-------- Data supplied

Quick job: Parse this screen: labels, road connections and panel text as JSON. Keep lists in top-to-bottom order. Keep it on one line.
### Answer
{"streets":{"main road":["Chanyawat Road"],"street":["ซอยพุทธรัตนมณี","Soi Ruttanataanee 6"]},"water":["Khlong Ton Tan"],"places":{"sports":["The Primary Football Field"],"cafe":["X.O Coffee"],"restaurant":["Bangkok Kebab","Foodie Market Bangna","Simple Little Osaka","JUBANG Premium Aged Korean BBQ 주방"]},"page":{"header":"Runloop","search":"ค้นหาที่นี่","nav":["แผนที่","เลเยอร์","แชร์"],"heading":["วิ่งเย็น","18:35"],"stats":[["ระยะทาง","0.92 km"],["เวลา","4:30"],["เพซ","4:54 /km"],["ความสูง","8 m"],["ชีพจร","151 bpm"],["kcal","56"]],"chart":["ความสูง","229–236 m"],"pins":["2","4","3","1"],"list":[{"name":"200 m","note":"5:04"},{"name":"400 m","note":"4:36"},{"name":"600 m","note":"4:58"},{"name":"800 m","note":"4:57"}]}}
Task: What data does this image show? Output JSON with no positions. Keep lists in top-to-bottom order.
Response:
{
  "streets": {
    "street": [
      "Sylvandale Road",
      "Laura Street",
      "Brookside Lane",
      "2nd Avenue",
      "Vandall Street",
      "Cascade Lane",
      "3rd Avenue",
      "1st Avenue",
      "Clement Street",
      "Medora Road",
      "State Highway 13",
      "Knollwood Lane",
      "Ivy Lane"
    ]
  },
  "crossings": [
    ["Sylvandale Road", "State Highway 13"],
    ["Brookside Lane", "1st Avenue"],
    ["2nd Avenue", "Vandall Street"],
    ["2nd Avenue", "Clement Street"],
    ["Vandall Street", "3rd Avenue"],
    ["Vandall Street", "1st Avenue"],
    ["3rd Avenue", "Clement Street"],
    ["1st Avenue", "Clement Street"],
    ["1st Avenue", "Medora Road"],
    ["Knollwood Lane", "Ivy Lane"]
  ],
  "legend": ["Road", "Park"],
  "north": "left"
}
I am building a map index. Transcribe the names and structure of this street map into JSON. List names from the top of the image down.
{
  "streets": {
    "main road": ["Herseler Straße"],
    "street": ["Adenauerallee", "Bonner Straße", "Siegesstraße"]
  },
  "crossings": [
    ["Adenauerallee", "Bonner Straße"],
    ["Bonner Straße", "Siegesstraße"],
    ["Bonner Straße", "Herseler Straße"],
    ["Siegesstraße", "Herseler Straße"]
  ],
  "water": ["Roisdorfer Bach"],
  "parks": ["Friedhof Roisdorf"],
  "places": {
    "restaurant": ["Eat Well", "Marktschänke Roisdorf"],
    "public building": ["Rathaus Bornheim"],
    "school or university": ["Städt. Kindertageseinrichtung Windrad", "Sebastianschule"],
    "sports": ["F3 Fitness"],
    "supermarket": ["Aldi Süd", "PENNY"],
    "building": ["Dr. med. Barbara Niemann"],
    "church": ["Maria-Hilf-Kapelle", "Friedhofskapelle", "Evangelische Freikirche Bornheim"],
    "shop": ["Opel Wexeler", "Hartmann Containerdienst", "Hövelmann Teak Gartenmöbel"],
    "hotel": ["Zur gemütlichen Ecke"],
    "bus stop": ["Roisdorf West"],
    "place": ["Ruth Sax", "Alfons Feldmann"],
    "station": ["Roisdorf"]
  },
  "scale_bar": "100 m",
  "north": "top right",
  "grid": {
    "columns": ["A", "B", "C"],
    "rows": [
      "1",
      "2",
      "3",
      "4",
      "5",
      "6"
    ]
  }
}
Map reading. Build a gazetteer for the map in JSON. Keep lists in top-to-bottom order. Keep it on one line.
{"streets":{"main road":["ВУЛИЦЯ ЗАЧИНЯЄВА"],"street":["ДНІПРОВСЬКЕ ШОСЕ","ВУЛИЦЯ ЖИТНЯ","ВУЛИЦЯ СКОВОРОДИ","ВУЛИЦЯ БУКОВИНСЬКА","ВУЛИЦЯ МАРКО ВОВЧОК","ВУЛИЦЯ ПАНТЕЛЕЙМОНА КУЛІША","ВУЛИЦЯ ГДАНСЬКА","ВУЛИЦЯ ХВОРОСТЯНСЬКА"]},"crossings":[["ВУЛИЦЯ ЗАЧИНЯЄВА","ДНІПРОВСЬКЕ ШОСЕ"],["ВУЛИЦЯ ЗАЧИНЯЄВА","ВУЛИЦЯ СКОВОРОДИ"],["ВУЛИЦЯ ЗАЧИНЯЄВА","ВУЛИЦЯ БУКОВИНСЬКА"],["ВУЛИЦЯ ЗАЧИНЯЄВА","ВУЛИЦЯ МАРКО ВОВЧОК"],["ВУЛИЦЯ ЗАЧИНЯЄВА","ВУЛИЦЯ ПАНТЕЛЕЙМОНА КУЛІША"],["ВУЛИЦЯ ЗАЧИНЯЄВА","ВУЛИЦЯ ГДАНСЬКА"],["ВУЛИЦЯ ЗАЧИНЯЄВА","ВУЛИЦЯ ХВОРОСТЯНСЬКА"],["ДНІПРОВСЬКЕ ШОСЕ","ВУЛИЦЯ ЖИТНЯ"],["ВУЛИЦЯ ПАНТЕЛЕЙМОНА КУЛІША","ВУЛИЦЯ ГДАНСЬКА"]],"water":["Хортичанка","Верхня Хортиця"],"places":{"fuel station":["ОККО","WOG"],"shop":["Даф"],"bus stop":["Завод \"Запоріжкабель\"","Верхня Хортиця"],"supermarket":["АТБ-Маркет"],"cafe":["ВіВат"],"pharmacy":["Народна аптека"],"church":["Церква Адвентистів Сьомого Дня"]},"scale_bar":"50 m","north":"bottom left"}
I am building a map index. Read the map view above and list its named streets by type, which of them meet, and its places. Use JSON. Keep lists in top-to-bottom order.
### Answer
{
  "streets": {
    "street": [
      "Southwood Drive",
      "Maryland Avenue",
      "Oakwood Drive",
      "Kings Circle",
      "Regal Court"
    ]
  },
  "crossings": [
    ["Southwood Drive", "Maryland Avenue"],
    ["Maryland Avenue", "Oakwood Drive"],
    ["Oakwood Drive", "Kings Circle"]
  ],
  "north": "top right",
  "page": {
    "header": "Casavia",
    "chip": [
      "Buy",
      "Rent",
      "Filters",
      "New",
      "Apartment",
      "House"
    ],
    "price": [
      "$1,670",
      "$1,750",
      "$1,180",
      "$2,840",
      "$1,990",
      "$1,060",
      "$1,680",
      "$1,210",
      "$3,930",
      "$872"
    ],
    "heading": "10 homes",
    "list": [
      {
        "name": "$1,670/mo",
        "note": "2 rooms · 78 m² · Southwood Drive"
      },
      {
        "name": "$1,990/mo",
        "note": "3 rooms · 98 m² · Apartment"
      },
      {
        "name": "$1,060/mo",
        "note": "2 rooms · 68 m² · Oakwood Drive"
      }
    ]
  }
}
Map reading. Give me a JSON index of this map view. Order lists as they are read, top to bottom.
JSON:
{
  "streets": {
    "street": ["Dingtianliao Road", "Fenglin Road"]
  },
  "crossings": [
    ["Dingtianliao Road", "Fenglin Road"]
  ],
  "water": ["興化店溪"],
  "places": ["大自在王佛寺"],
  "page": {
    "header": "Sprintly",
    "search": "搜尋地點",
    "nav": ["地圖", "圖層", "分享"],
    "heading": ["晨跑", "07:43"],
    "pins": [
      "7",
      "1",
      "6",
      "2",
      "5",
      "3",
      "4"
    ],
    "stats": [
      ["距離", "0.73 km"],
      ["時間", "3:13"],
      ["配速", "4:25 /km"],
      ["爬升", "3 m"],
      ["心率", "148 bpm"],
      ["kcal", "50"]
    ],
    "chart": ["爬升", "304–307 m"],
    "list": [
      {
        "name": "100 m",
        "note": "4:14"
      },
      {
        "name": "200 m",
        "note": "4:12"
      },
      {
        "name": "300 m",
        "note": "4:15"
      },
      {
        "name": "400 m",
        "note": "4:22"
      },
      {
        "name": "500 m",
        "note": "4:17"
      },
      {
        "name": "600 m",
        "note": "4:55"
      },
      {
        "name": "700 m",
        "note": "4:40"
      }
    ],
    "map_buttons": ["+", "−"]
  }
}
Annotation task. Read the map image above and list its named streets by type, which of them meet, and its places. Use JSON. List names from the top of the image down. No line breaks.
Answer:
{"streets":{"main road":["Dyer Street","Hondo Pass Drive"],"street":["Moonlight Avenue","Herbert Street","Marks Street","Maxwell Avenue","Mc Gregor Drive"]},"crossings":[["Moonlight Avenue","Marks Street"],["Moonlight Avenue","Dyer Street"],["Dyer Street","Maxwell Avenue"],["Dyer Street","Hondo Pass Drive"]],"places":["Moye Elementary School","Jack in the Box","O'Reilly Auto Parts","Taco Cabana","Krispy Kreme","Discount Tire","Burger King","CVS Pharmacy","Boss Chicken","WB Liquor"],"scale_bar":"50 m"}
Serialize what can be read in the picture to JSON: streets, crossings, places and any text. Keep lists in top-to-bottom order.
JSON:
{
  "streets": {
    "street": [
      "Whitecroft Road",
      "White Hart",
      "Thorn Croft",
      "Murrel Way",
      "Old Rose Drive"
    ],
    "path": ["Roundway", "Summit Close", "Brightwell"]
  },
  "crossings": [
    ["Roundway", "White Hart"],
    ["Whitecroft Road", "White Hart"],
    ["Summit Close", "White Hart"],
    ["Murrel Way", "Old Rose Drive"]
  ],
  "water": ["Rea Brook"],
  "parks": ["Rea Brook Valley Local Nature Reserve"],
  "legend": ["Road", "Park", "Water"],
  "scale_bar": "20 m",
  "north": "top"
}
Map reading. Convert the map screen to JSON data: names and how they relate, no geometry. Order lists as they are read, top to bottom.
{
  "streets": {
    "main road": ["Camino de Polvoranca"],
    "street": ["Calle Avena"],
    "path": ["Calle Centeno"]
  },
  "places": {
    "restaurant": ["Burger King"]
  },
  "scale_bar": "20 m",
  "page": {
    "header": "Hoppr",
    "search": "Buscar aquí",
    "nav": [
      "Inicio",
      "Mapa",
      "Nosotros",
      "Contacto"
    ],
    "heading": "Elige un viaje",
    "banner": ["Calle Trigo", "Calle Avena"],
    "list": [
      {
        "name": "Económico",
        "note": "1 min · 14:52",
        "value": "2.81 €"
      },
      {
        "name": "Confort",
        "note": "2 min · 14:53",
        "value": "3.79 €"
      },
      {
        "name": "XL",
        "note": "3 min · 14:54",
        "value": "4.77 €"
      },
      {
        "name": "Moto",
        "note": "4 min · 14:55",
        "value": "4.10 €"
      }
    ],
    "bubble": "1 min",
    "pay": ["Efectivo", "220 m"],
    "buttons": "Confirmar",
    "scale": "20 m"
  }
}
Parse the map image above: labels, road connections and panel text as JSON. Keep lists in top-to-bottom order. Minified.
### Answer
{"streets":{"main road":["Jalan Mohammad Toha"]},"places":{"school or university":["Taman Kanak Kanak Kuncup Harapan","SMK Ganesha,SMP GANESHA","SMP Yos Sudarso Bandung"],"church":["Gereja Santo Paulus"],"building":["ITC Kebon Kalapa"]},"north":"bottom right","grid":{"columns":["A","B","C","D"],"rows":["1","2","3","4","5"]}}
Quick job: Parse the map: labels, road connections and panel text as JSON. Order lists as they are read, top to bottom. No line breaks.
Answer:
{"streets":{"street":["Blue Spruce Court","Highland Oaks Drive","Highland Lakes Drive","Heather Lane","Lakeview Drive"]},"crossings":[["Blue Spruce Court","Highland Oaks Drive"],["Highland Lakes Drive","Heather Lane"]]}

----------------

_Work to complete_. The answer consists of every line above in which the word "Parse" occurs.

_Result of this exercise_.
Quick job: Parse this screen: labels, road connections and panel text as JSON. Keep lists in top-to-bottom order. Keep it on one line.
Parse the map image above: labels, road connections and panel text as JSON. Keep lists in top-to-bottom order. Minified.
Quick job: Parse the map: labels, road connections and panel text as JSON. Order lists as they are read, top to bottom. No line breaks.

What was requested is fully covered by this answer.